Task objective: Copy each line below that contains "JSON".
----- Excerpted records
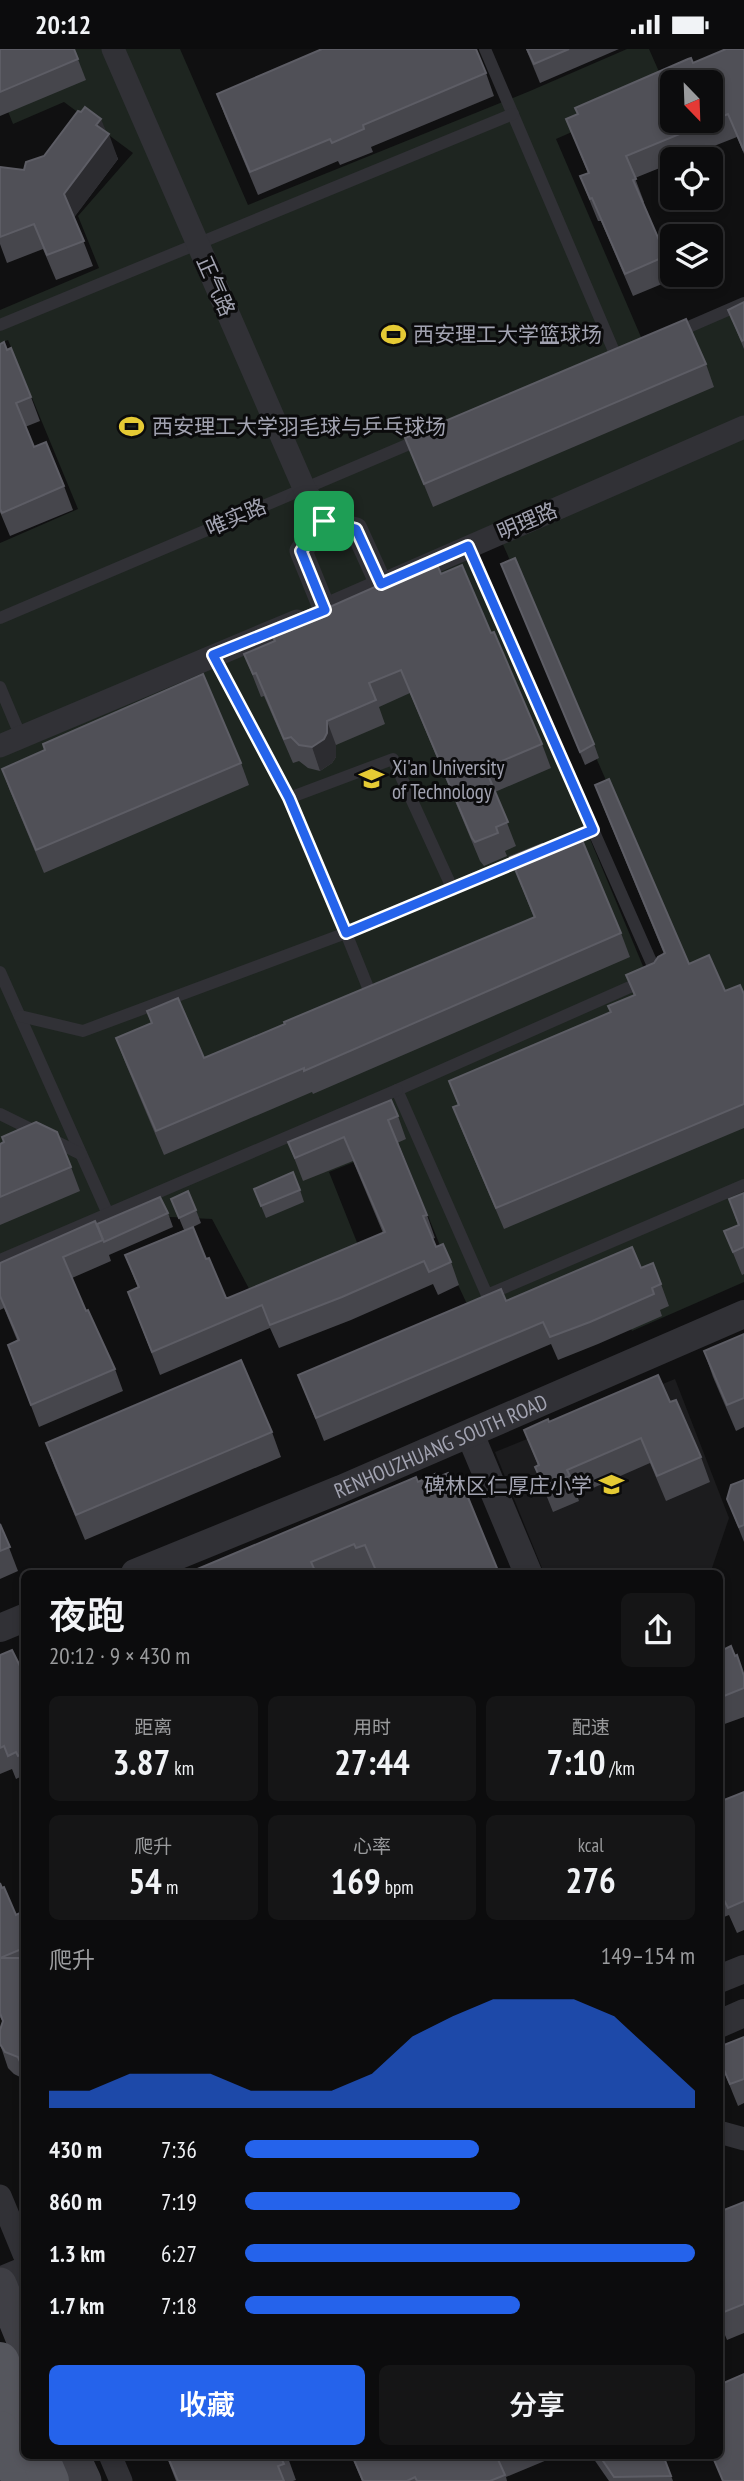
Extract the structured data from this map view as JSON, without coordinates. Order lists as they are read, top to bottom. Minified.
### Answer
{"streets":{"street":["正气路","明理路","RENHOUZHUANG SOUTH ROAD"],"lane":["唯实路"]},"crossings":[["正气路","唯实路"]],"places":{"sports":["西安理工大学篮球场","西安理工大学羽毛球与乒乓球场"],"school or university":["Xi'an University of Technology","碑林区仁厚庄小学"]},"north":"bottom right","page":{"status":"20:12","heading":["夜跑","20:12 · 9 × 430 m"],"stats":[["距离","3.87 km"],["用时","27:44"],["配速","7:10 /km"],["爬升","54 m"],["心率","169 bpm"],["kcal","276"]],"chart":["爬升","149–154 m"],"list":[{"name":"430 m","note":"7:36"},{"name":"860 m","note":"7:19"},{"name":"1.3 km","note":"6:27"},{"name":"1.7 km","note":"7:18"}],"buttons":["收藏","分享"]}}
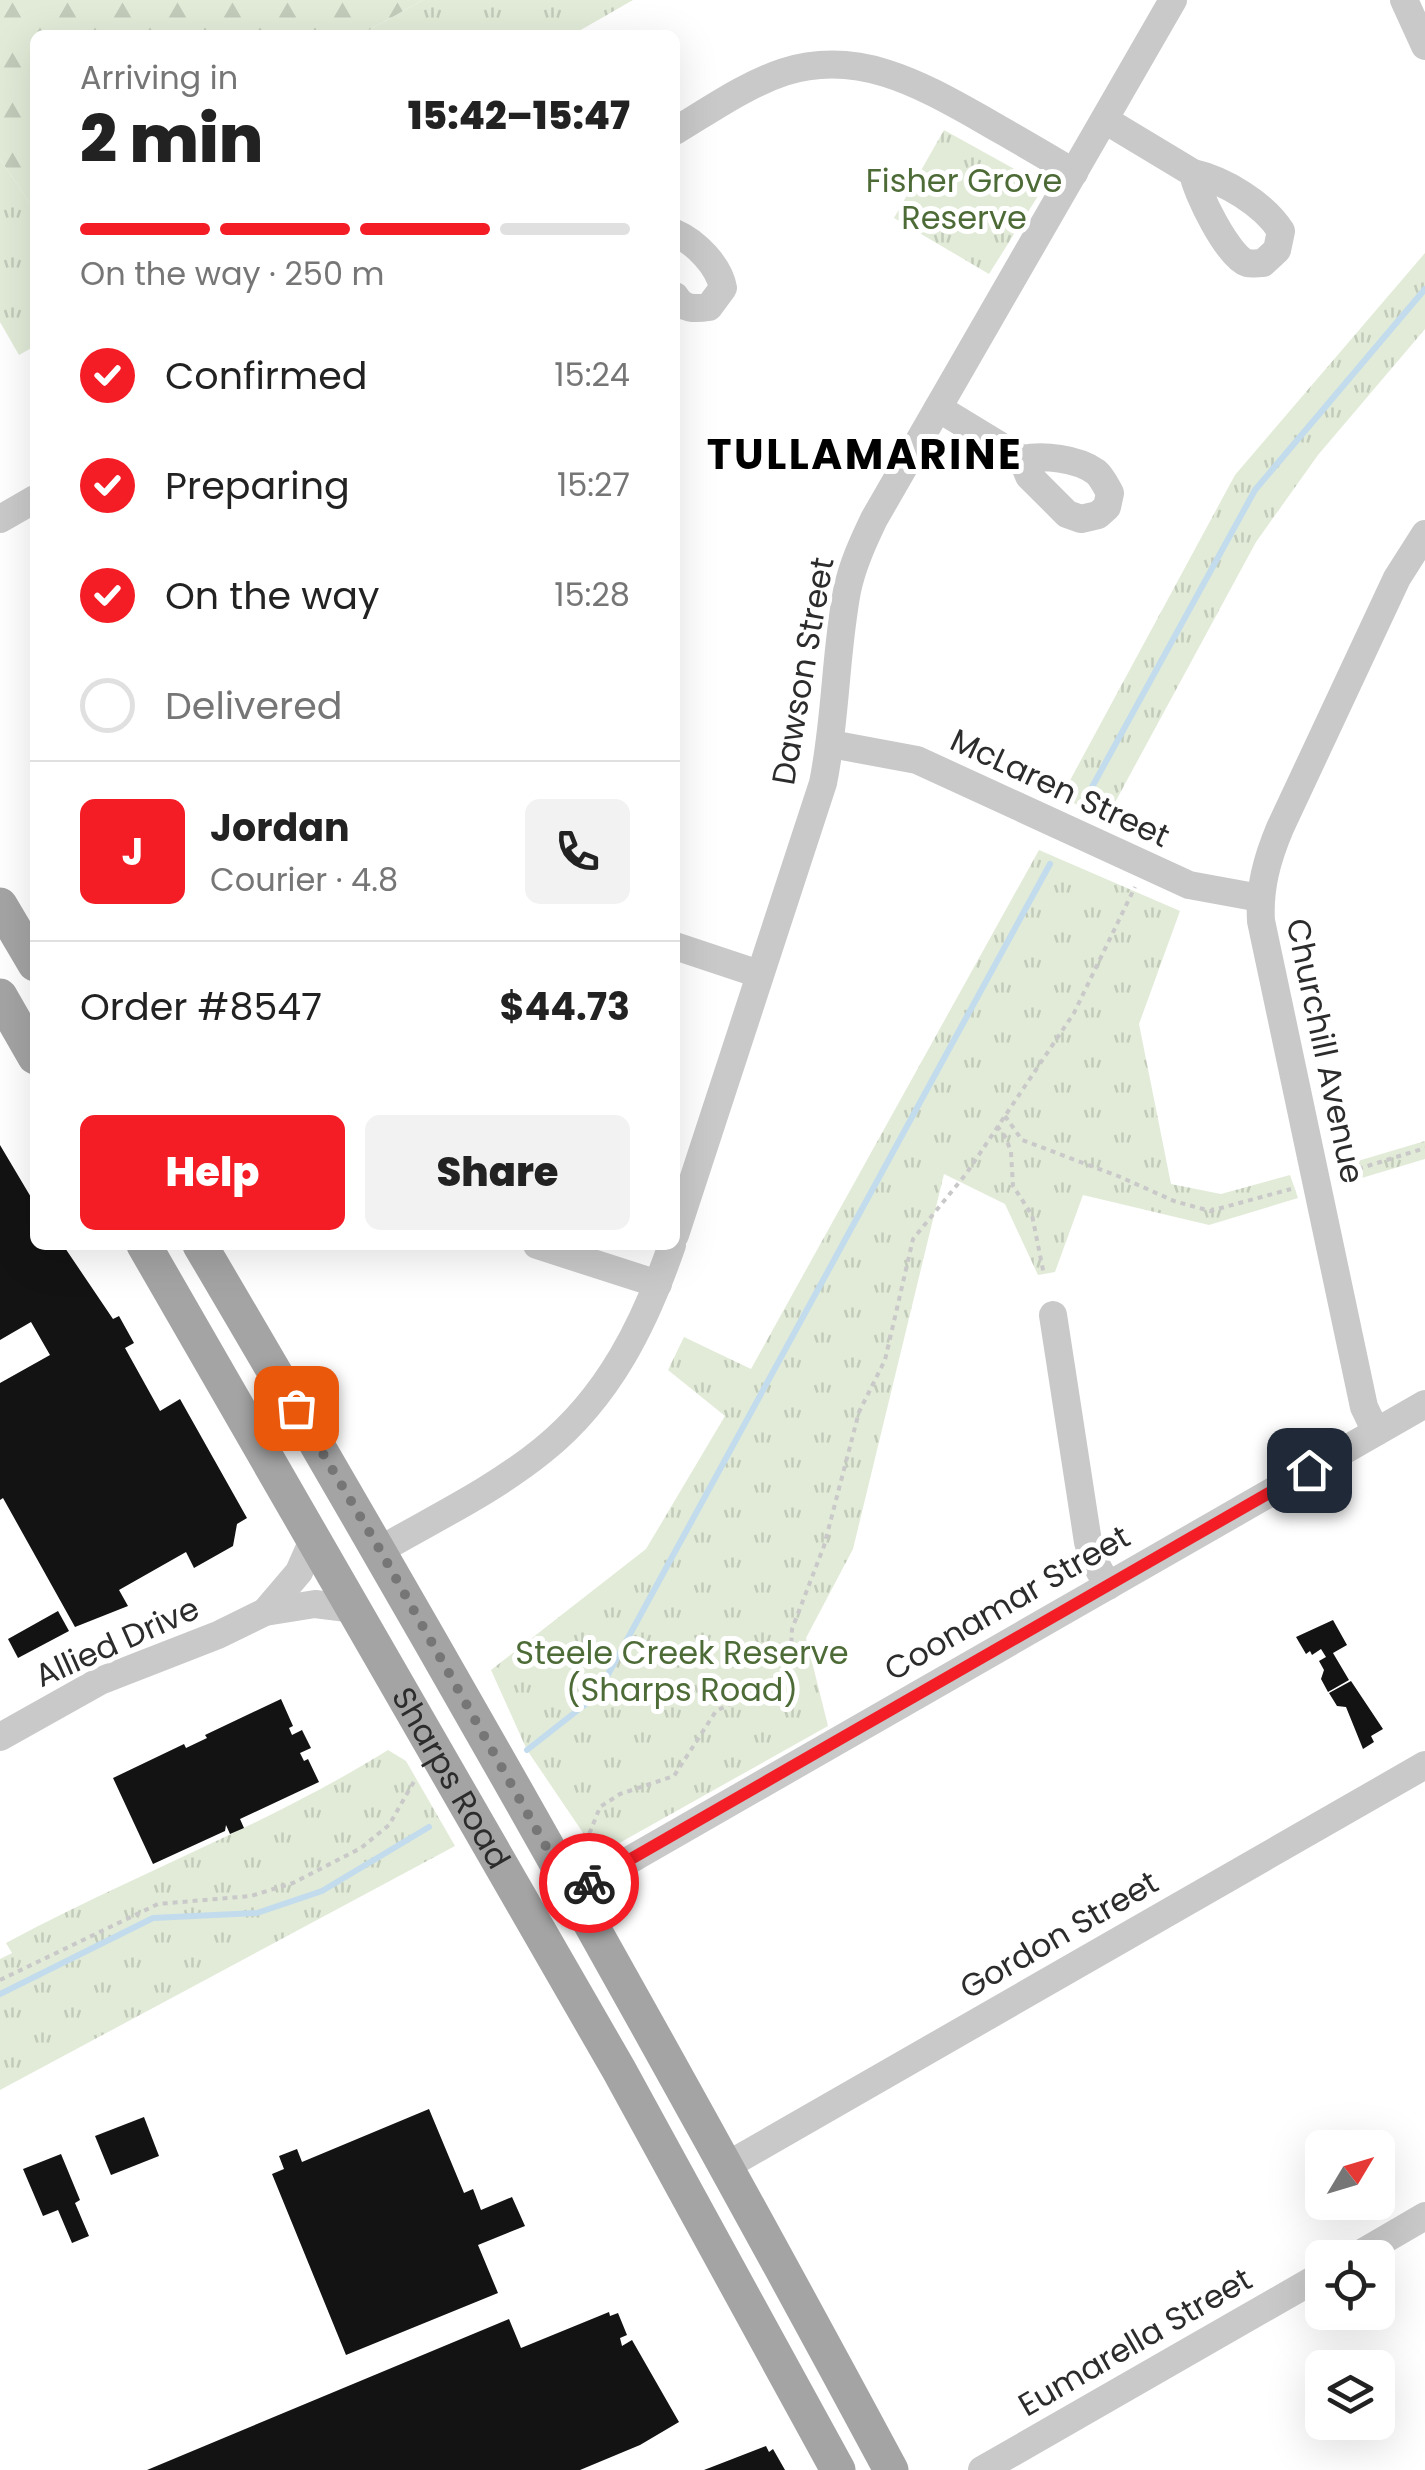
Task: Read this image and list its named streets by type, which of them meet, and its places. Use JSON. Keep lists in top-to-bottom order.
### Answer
{
  "streets": {
    "main road": ["Sharps Road"],
    "street": [
      "Dawson Street",
      "McLaren Street",
      "Churchill Avenue",
      "Coonamar Street",
      "Allied Drive",
      "Gordon Street",
      "Eumarella Street"
    ]
  },
  "crossings": [
    ["Dawson Street", "McLaren Street"],
    ["McLaren Street", "Churchill Avenue"],
    ["Churchill Avenue", "Coonamar Street"],
    ["Coonamar Street", "Sharps Road"],
    ["Allied Drive", "Sharps Road"],
    ["Sharps Road", "Gordon Street"]
  ],
  "districts": ["TULLAMARINE"],
  "parks": ["Fisher Grove Reserve", "Steele Creek Reserve (Sharps Road)"],
  "north": "top right",
  "page": {
    "heading": ["2 min", "Arriving in", "15:42–15:47"],
    "panel": [
      "Jordan",
      "Courier · 4.8",
      "Order #8547",
      "$44.73"
    ],
    "bar": "On the way · 250 m",
    "list": [
      ["Confirmed", "15:24"],
      ["Preparing", "15:27"],
      ["On the way", "15:28"],
      "Delivered"
    ],
    "round": "J",
    "buttons": ["Help", "Share"]
  }
}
----------
Exercise answer:
Extract the structured data from this map view as JSON, without coordinates. Order lists as they are read, top to bottom. Minified.
Task: Read this image and list its named streets by type, which of them meet, and its places. Use JSON. Keep lists in top-to-bottom order.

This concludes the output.